Post by: Blitz on April 13, 2003, 09:54:38 AM
Oh yeah, the arguments are passed basic style.

Blit ( seg dst as any, byval x as integer, y as integer, seg src as any )
Blit ( byval dst as long, byval x as integer, y as integer, seg src as any )

Where dst is pointer to 64000 bytes, either vram or a backbuffer. And src is qb style sprite where first byte 0-1 is width*8 and byte 2-3 is height.

The transparent color is 0.


Title: Who's up for a real challenge?
Post by: Kackurot on April 13, 2003, 04:37:53 PM
Can RLE be used? compiled?


Title: Who's up for a real challenge?
Post by: Blitz on April 13, 2003, 05:58:50 PM
no


Title: Who's up for a real challenge?
Post by: toonski84 on April 14, 2003, 03:26:52 AM
this isnt just a made-up contest so you can enter ugl and win, is it blitzachinchilla? ;)


Title: Who's up for a real challenge?
Post by: Blitz on April 14, 2003, 06:36:56 AM
heh, no. I don't have to cheat to win. Not that i'm saying that i'm going to win. But i trust my skills.


Title: Who's up for a real challenge?
Post by: relsoft on April 16, 2003, 02:17:45 AM
Does it have clipping?


Title: Who's up for a real challenge?
Post by: Blitz on April 16, 2003, 06:17:14 AM
Yes, but if you don't want to.

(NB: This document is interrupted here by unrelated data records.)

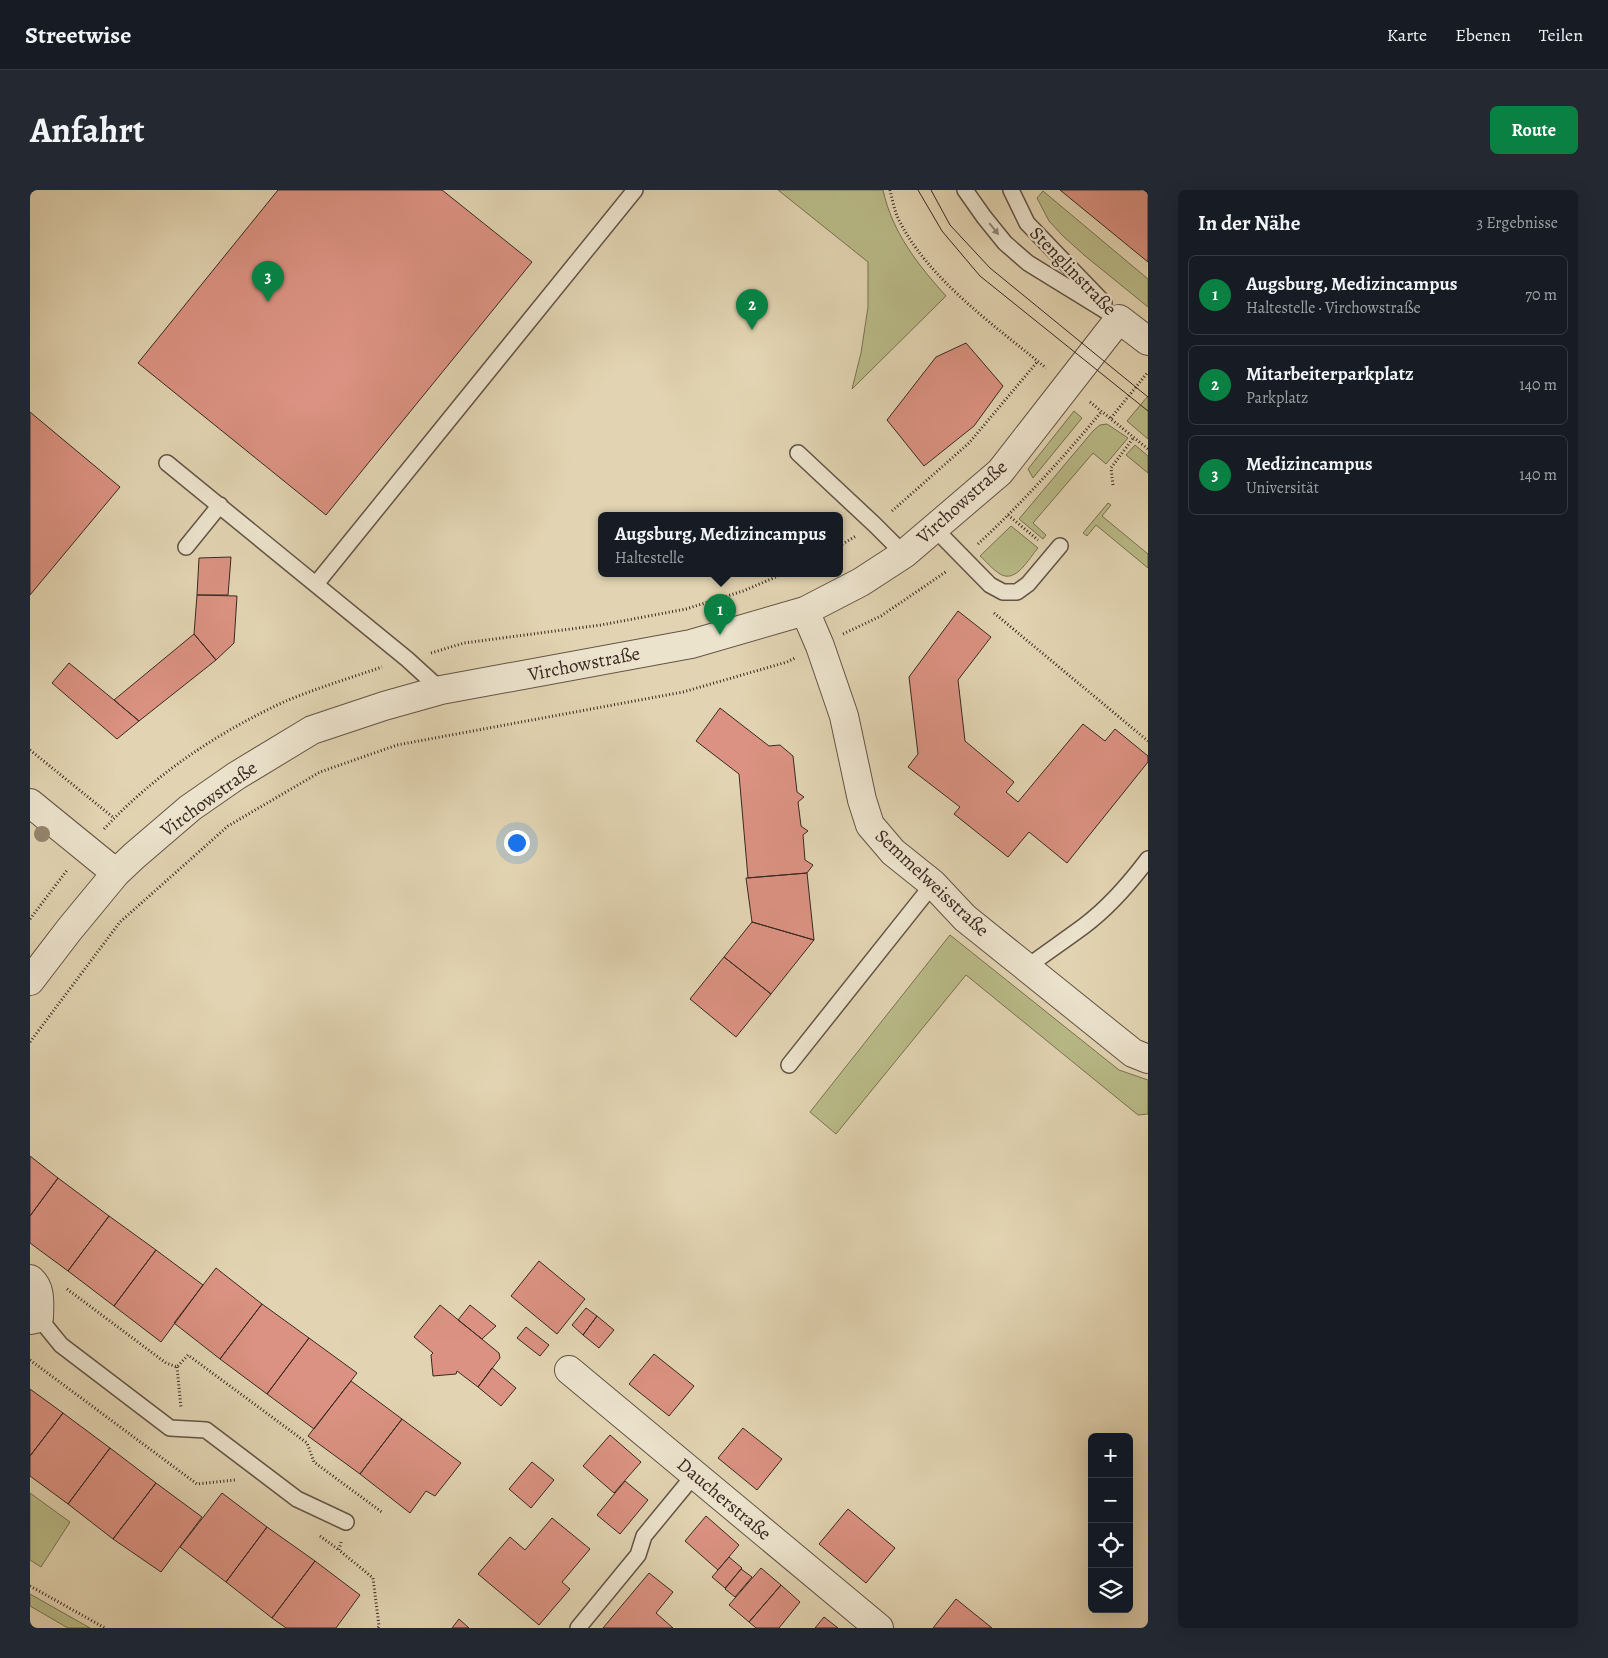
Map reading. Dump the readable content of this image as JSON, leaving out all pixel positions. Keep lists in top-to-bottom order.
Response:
{
  "streets": {
    "street": [
      "Stenglinstraße",
      "Virchowstraße",
      "Semmelweisstraße",
      "Daucherstraße"
    ]
  },
  "crossings": [
    ["Stenglinstraße", "Virchowstraße"],
    ["Virchowstraße", "Semmelweisstraße"]
  ],
  "page": {
    "header": "Streetwise",
    "nav": ["Karte", "Ebenen", "Teilen"],
    "title": "Anfahrt",
    "buttons": "Route",
    "heading": ["In der Nähe", "3 Ergebnisse"],
    "list": [
      {
        "mark": "1",
        "name": "Augsburg, Medizincampus",
        "note": "Haltestelle · Virchowstraße",
        "value": "70 m"
      },
      {
        "mark": "2",
        "name": "Mitarbeiterparkplatz",
        "note": "Parkplatz",
        "value": "140 m"
      },
      {
        "mark": "3",
        "name": "Medizincampus",
        "note": "Universität",
        "value": "140 m"
      }
    ],
    "pins": ["3", "2", "1"],
    "popup": ["Augsburg, Medizincampus", "Haltestelle"],
    "map_buttons": ["+", "−"]
  }
}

It doesn't matter, clipping doesn't affect speed at all.


Title: Who's up for a real challenge?
Post by: Fling-master on April 17, 2003, 11:13:58 PM
Depends how you implement it... if done correctly, then no. But if done the "lazy" way (which IMO is the hard way) then it does affect speed.

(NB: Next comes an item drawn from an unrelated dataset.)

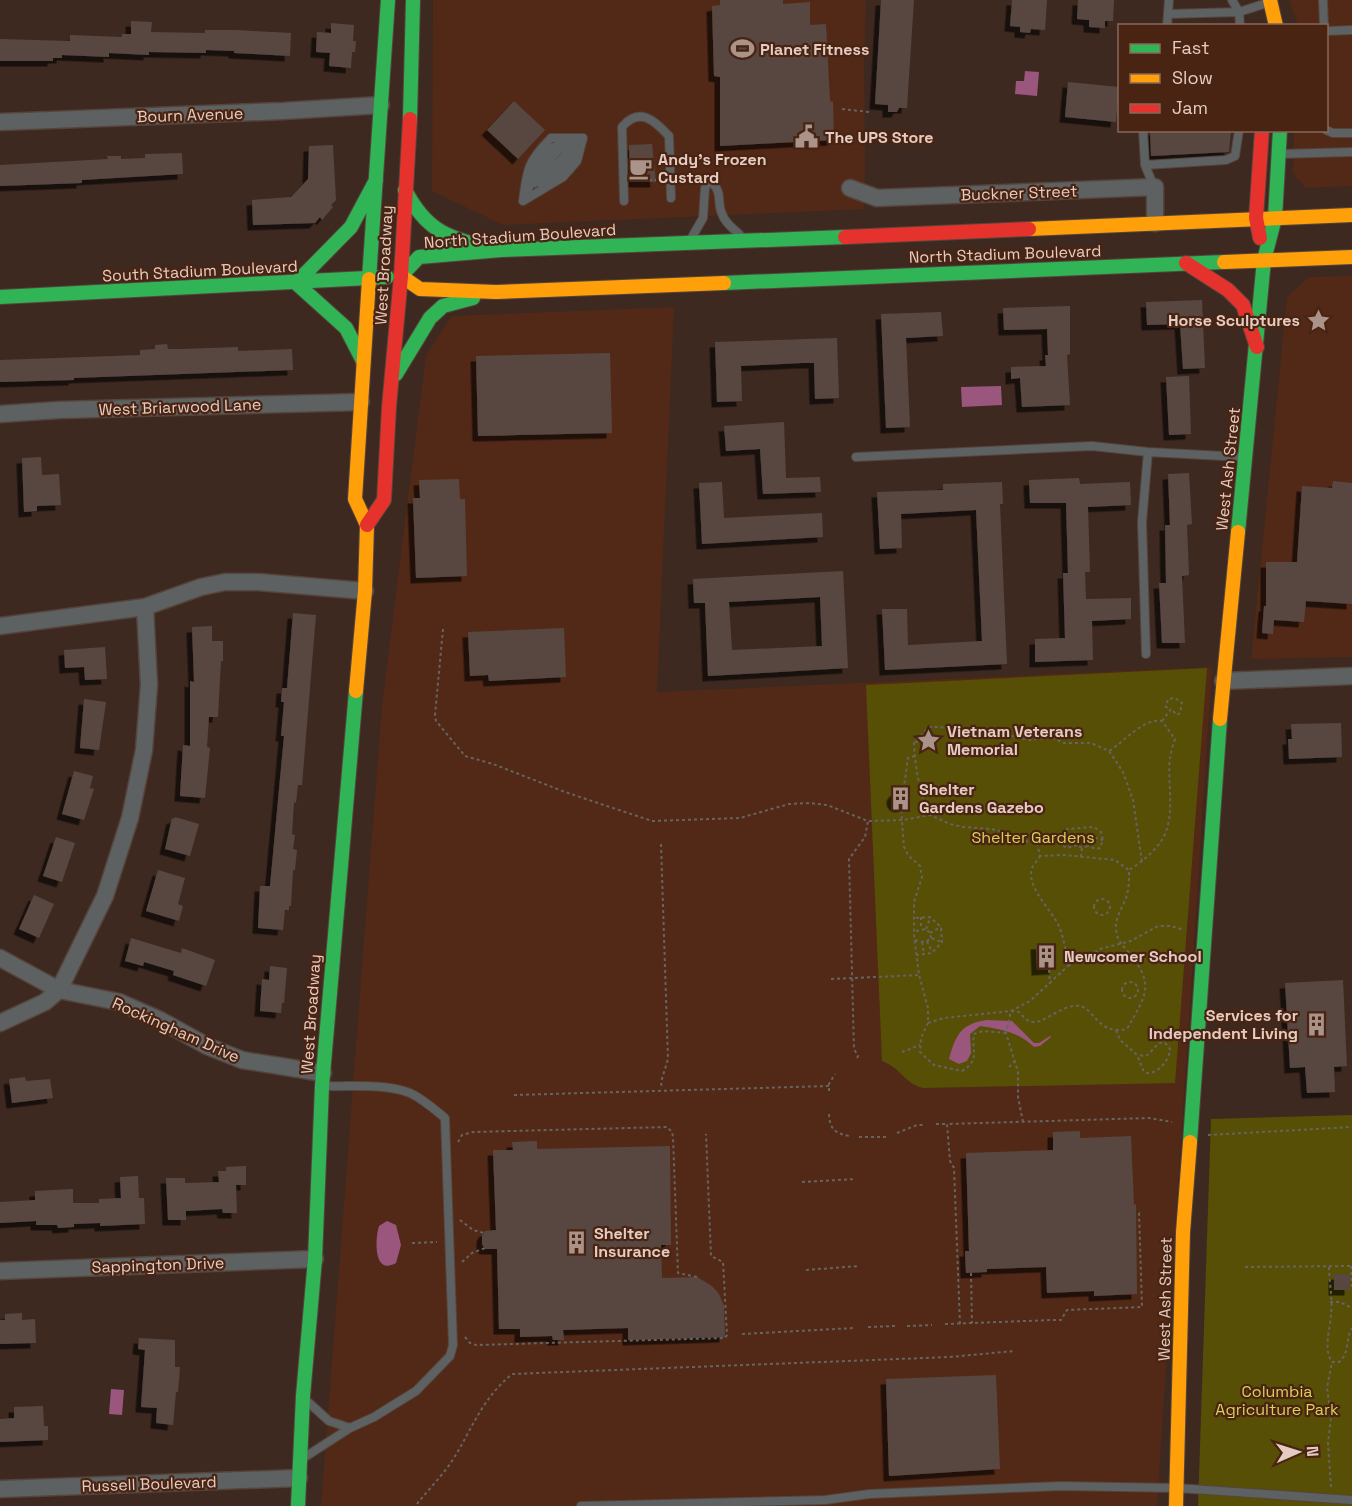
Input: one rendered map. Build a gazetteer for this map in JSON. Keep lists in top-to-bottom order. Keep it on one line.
{"streets":{"main road":["North Stadium Boulevard","West Broadway","South Stadium Boulevard","West Ash Street"],"street":["Bourn Avenue","Buckner Street","West Briarwood Lane","Rockingham Drive","Sappington Drive","Russell Boulevard"]},"crossings":[["Bourn Avenue","West Broadway"],["North Stadium Boulevard","West Broadway"],["North Stadium Boulevard","South Stadium Boulevard"],["North Stadium Boulevard","West Ash Street"],["West Broadway","South Stadium Boulevard"],["West Broadway","West Briarwood Lane"],["West Broadway","Rockingham Drive"],["West Broadway","Sappington Drive"],["West Broadway","Russell Boulevard"]],"parks":["Shelter Gardens","Columbia Agriculture Park"],"places":{"sports":["Planet Fitness"],"public building":["The UPS Store"],"cafe":["Andy's Frozen Custard"],"place":["Horse Sculptures","Vietnam Veterans Memorial"],"building":["Shelter Gardens Gazebo","Newcomer School","Services for Independent Living","Shelter Insurance"]},"legend":["Fast","Slow","Jam"],"north":"right"}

... hrm... yet again I'm posting useless garbage... meh.


Title: Who's up for a real challenge?
Post by: Blitz on April 17, 2003, 11:45:37 PM
It's pretty obvious to me that clipping is done at object level. If you're not doing it at object level then you still have allot to learn and challenges isn't really what they should be doing now is it?


Title: Who's up for a real challenge?
Post by: Blitz on April 18, 2003, 06:42:28 PM
The contest is over, noone enterd. You guys suck. :P


Title: Who's up for a real challenge?
Post by: Ninkazu on April 18, 2003, 06:45:53 PM
Quote from: "Blitz"
The contest is over, noone enterd. You guys suck. :P


BAHAHA! :lol:


Title: Who's up for a real challenge?
Post by: Fling-master on April 19, 2003, 11:25:05 AM
:rotfl:


Title: Who's up for a real challenge?
Post by: relsoft on April 21, 2003, 01:49:15 AM
Cya tomorrow. I'll post something...  Just that I was on vacation for a little R&R. :*)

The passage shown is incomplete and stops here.